Önceki yıllarda olduğu gibi Erdoğan, Kılıçdaroğlu’na ve diğer muhaliflere saldıran sert bir kampanya yürüttü. Onları terörist dediği kişilerle işbirliği yapmakla suçladı. Bu yıl da Türkiye’nin “kutsal aile yapısını” tehdit ettiğini söylediği “sapkın” LGBTQ+ haklarını desteklediğini söyleyerek muhalefeti küçük düşürmeye çalıştı.
Pazartesi günü, seçimi “iki gelecek arasında bir seçim” olarak tasvir etti.
Erdoğan, “Ya toplumun temel direği olan aile kurumuna sahip çıkanları ya da aile düşmanı sapkın zihniyetlerin desteğini alanları seçeceğiz” dedi.
İki milliyetçi partiyle olan ittifakını, boşanmayı teşvik ettiğini öne sürerek kadınları şiddete karşı koruyan bir yasada değişiklik yapılması çağrısında bulunan iki küçük İslamcı partiyi de içerecek şekilde genişletti.
Muhalefet partileri, Erdoğan’ı devlet kaynaklarını ve hükümetinin medya üzerindeki ezici kontrolünü kullanmakla suçlayarak, seçim kampanyası sırasında yine eşit olmayan bir oyun alanından şikayet ediyorlar.

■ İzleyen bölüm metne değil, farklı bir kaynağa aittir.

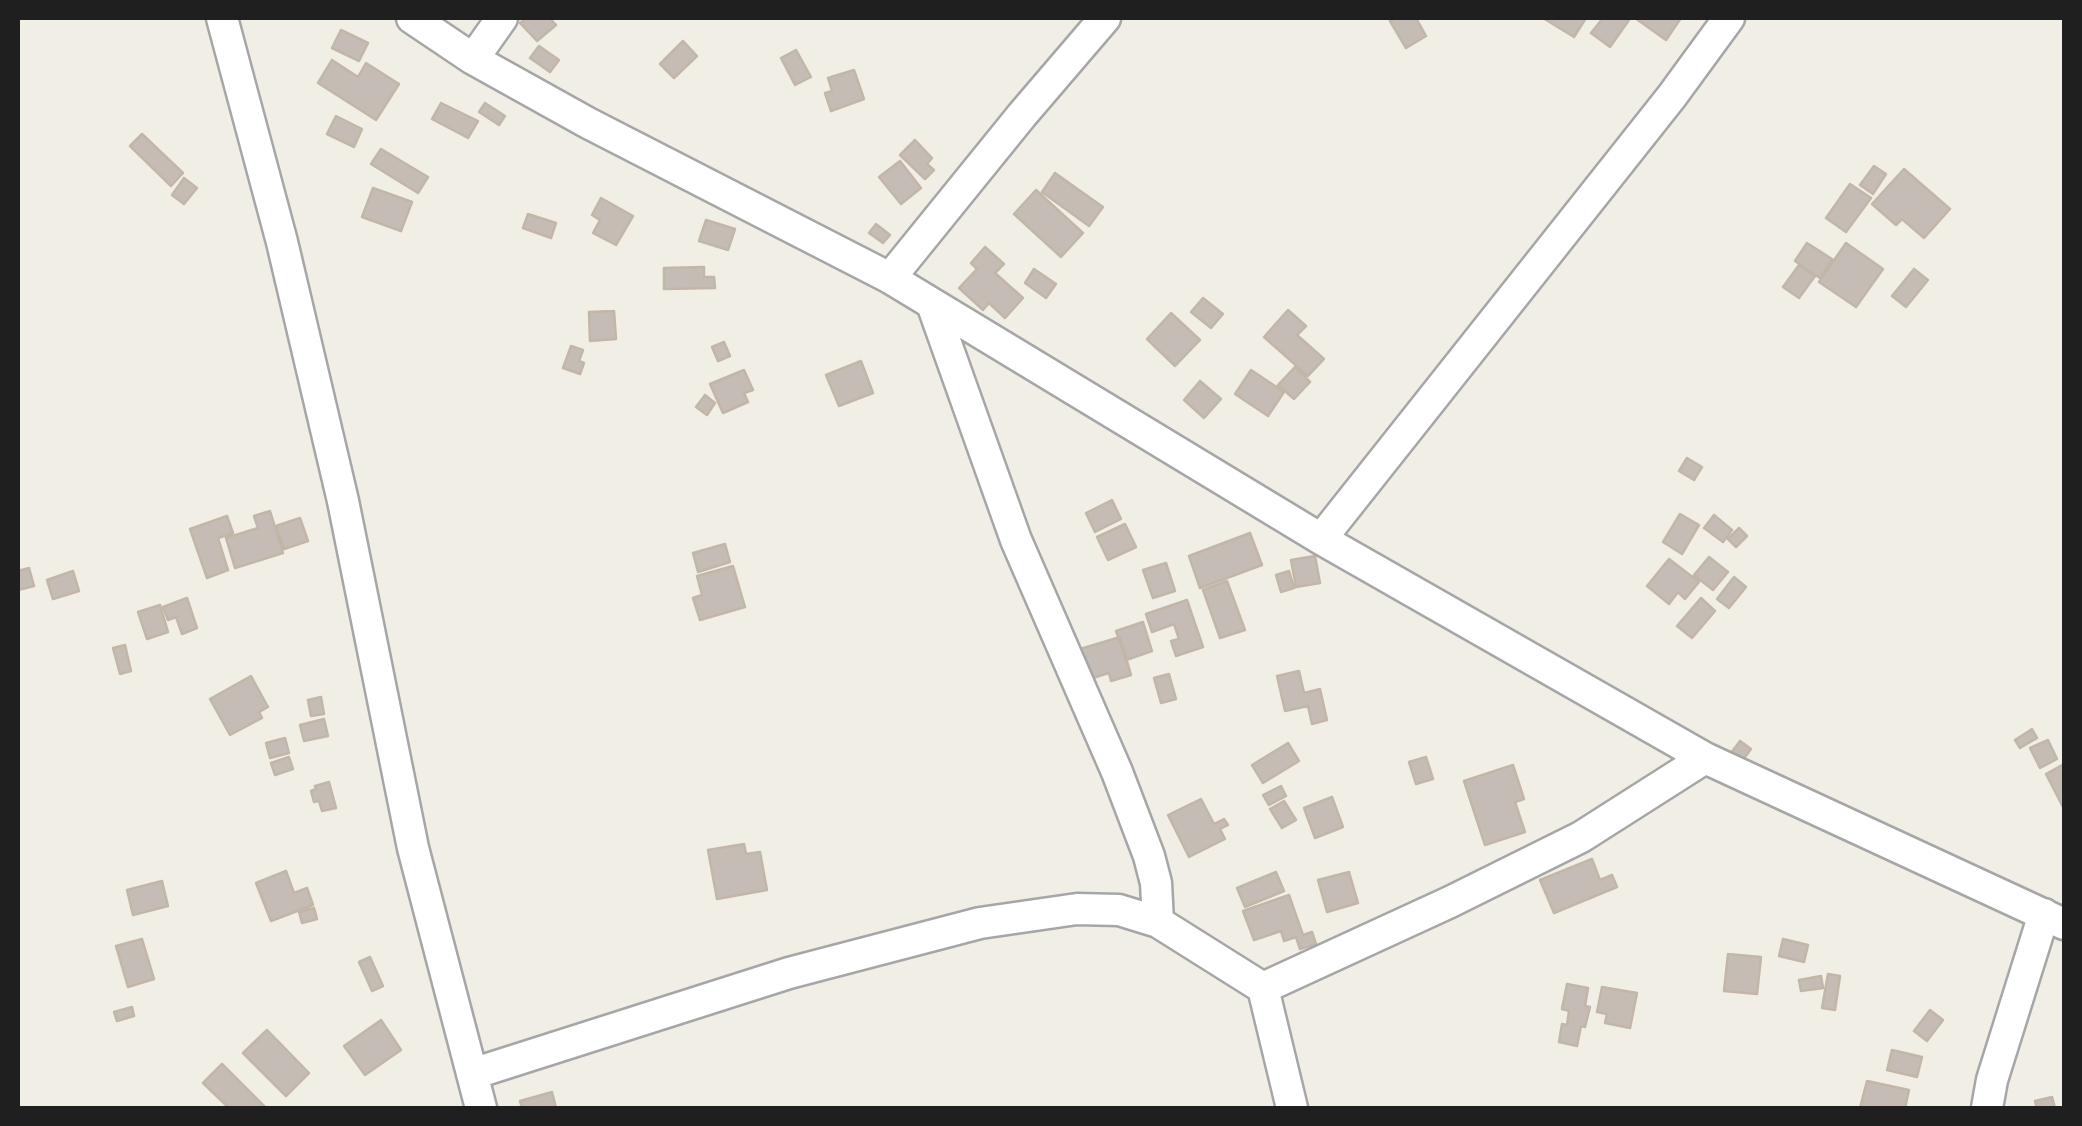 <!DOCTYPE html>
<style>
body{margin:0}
#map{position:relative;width:2082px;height:1126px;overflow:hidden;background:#f0eee5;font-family:Ubuntu,sans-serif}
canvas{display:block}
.frame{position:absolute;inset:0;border:20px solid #1f1f1f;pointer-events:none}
</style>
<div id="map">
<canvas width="2082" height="1126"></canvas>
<div class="frame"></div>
</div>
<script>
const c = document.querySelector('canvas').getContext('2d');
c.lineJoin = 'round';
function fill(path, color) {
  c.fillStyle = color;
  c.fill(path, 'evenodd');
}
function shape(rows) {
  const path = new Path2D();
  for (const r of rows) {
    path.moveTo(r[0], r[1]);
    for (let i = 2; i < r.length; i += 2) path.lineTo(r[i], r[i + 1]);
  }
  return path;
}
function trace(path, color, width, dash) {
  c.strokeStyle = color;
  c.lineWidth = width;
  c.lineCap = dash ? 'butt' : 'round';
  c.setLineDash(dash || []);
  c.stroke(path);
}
const building = shape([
 [527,18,549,18,556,25,537,41,520,23,527,18],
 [1396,18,1416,18,1426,36,1406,48,1390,21,1396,18],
 [1543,18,1586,18,1574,37,1543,18],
 [1603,18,1625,18,1629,20,1610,47,1591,33,1603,18],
 [1635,18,1681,18,1666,40,1635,18],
 [341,30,368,43,359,61,332,48,341,30],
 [683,41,697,56,674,78,660,64,683,41],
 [539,46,559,60,550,72,530,58,539,46],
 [796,50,811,77,795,85,781,58,796,50],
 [332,60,358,77,366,63,399,84,376,120,318,83,332,60],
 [854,70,864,99,831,111,825,93,832,91,828,78,854,70],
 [441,103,478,121,468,138,432,119,441,103],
 [485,103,505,116,499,125,479,112,485,103],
 [336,116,362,129,354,147,327,134,336,116],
 [142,134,183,173,171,186,130,146,142,134],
 [915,140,932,158,927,164,934,170,925,179,900,155,915,140],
 [381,149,428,177,418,193,371,164,381,149],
 [900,161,921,188,901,204,879,177,900,161],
 [1874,166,1886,174,1873,194,1860,185,1874,166],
 [1904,169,1950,209,1924,238,1902,219,1896,225,1872,204,1904,169],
 [1055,173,1103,207,1089,226,1042,192,1055,173],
 [184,178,197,188,184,204,172,195,184,178],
 [1850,184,1871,198,1846,232,1826,218,1850,184],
 [373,188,412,202,401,231,362,217,373,188],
 [1036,190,1083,233,1061,257,1014,214,1036,190],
 [601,198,633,216,616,245,593,233,600,220,592,215,601,198],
 [528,214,556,223,551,238,523,228,528,214],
 [706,220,735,229,728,250,699,241,706,220],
 [876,224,890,235,883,243,869,233,876,224],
 [1807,243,1832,259,1820,278,1795,261,1807,243],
 [1846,243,1883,269,1856,307,1819,282,1846,243],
 [985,247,1004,264,995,273,1023,298,1005,318,989,303,983,310,959,288,977,269,971,263,985,247],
 [1799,265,1815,276,1799,298,1783,287,1799,265],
 [704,267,704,277,714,277,715,288,664,289,664,268,704,267],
 [1034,269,1056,284,1046,298,1025,283,1034,269],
 [1914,269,1928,280,1906,307,1892,296,1914,269],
 [1203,298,1223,314,1211,328,1191,312,1203,298],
 [1288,310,1306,326,1297,335,1324,359,1308,376,1264,337,1288,310],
 [614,311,616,339,590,341,589,312,614,311],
 [1171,313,1200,340,1175,366,1147,339,1171,313],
 [724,342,730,356,718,361,712,347,724,342],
 [571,346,583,350,579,361,584,363,580,374,563,368,571,346],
 [861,361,873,393,839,406,826,375,861,361],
 [1295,367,1310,382,1294,399,1278,385,1295,367],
 [744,370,753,390,744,393,748,402,723,413,710,384,744,370],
 [1251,370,1284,392,1268,416,1235,394,1251,370],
 [1200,381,1221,399,1204,418,1184,400,1200,381],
 [705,395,715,403,707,415,696,407,705,395],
 [1687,458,1702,467,1694,480,1679,471,1687,458],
 [1112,500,1121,519,1095,532,1086,513,1112,500],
 [270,511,283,553,235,568,226,538,258,528,254,516,270,511],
 [1680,514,1699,525,1682,554,1663,542,1680,514],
 [1714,515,1732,530,1723,542,1704,528,1714,515],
 [227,516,233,533,218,538,228,570,207,578,190,529,227,516],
 [300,518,308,541,284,549,276,526,300,518],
 [1125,524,1136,547,1108,560,1097,537,1125,524],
 [1739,528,1747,536,1736,547,1728,539,1739,528],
 [1250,533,1262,565,1200,588,1189,556,1250,533],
 [725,544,730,562,698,572,693,553,725,544],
 [1315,556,1320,583,1296,587,1291,560,1315,556],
 [1709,557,1728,572,1713,590,1694,575,1709,557],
 [1669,559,1699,582,1685,599,1678,592,1669,604,1647,586,1669,559],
 [1166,563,1175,591,1153,598,1143,570,1166,563],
 [733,566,745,607,700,620,693,598,702,595,697,576,733,566],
 [29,568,34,586,18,590,18,571,29,568],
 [73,571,79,591,53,599,47,580,73,571],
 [1289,571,1294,588,1281,592,1276,575,1289,571],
 [1734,577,1746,587,1729,608,1717,599,1734,577],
 [1227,581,1245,630,1220,638,1203,590,1227,581],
 [187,598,197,628,182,634,176,617,168,620,163,607,187,598],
 [1701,598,1715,611,1692,638,1677,626,1701,598],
 [1187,600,1203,647,1176,656,1171,641,1179,639,1174,624,1152,632,1146,614,1187,600],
 [160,605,168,632,147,639,138,612,160,605],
 [1143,622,1152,651,1126,660,1116,631,1143,622],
 [1120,637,1131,675,1111,681,1109,673,1086,680,1077,650,1120,637],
 [125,645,131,671,120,674,113,648,125,645],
 [1299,671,1304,693,1320,689,1327,720,1312,724,1308,706,1285,711,1277,676,1299,671],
 [1169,674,1176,699,1161,703,1154,678,1169,674],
 [251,676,268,707,259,712,262,718,230,735,210,699,251,676],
 [321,697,324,714,311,716,308,700,321,697],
 [324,719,328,736,304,741,300,725,324,719],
 [2032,729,2037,738,2020,748,2015,740,2032,729],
 [285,738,289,753,270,758,266,743,285,738],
 [2048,740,2057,759,2040,768,2030,748,2048,740],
 [1740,741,1751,749,1742,761,1731,753,1740,741],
 [1288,743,1299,761,1263,783,1252,765,1288,743],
 [289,757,293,769,275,775,271,763,289,757],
 [1426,757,1433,779,1416,784,1409,762,1426,757],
 [2064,764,2064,809,2046,774,2064,764],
 [1513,765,1524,799,1515,802,1525,832,1485,845,1464,781,1513,765],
 [329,782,336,808,322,811,319,801,314,802,311,791,316,789,315,786,329,782],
 [1281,786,1286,796,1269,805,1263,795,1281,786],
 [1332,797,1343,827,1315,838,1304,808,1332,797],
 [1201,799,1214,824,1224,819,1228,825,1220,829,1225,839,1189,857,1168,815,1201,799],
 [1284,801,1296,820,1282,828,1270,809,1284,801],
 [744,844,746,854,760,852,767,890,717,899,708,850,744,844],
 [1592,859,1600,880,1612,875,1617,887,1554,913,1540,880,1592,859],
 [286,871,294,893,307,888,313,905,271,921,256,883,286,871],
 [1276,872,1284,891,1245,907,1237,888,1276,872],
 [1349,872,1358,903,1327,912,1318,880,1349,872],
 [162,881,168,906,133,915,127,890,162,881],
 [1289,895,1303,935,1312,932,1316,944,1300,949,1296,937,1284,941,1281,931,1254,940,1243,911,1289,895],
 [314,908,317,919,302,923,299,912,314,908],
 [142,939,154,979,128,987,116,946,142,939],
 [1783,939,1808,945,1804,962,1779,956,1783,939],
 [1728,954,1761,957,1757,994,1724,991,1728,954],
 [370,957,383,986,372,991,359,962,370,957],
 [1828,974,1840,976,1835,1010,1822,1008,1828,974],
 [1821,976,1823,988,1801,991,1799,980,1821,976],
 [1567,984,1588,988,1585,1006,1590,1007,1585,1027,1581,1026,1577,1046,1559,1042,1562,1024,1567,1025,1569,1011,1562,1009,1567,984],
 [1602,987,1637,993,1630,1028,1605,1023,1607,1014,1597,1012,1602,987],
 [132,1007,134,1016,117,1021,114,1012,132,1007],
 [1930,1010,1943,1020,1927,1041,1914,1031,1930,1010],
 [381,1020,401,1050,365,1075,344,1046,381,1020],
 [267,1030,309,1073,286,1096,243,1053,267,1030],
 [1892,1050,1922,1057,1917,1077,1887,1070,1892,1050],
 [222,1064,266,1108,229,1108,203,1083,222,1064],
 [1867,1081,1909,1090,1905,1108,1860,1108,1867,1081],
 [552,1092,556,1108,522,1108,520,1101,552,1092],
 [2052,1097,2055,1108,2037,1108,2035,1101,2052,1097]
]);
fill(building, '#c5bdb5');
trace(building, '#c2b6a8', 2.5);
const minor = shape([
 [222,18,282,242,343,501,413,848,481,1108],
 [412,18,473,59,588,123,890,278,1321,539,1705,758,2064,924],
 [473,59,502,18],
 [890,278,1022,115,1105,18],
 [932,304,1016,540,1117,772,1149,856,1156,883,1158,922],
 [1321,539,1672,96,1729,18],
 [1263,988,1450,902,1581,837,1705,758],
 [472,1074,789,973,980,923,1077,909,1119,910,1158,922,1263,988,1292,1108],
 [1987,1108,1992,1080,2044,914]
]);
trace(minor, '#a6a6a6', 35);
trace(minor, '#fff', 30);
</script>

Bazıları Erdoğan’ın kaybetmesi durumunda barışçıl bir iktidar devrini kabul edip etmeyeceğini de sorguluyor. 2019’da Erdoğan, iktidar partisinin İstanbul’daki belediye başkanlığı koltuğunu kaybetmesinin ardından İstanbul’daki yerel seçimlerin sonuçlarına itiraz etti, ancak ikinci bir oylamada daha da utanç verici bir yenilgiye uğradı.
___
İstanbul’da Mehmet Güzel katkıda bulundu.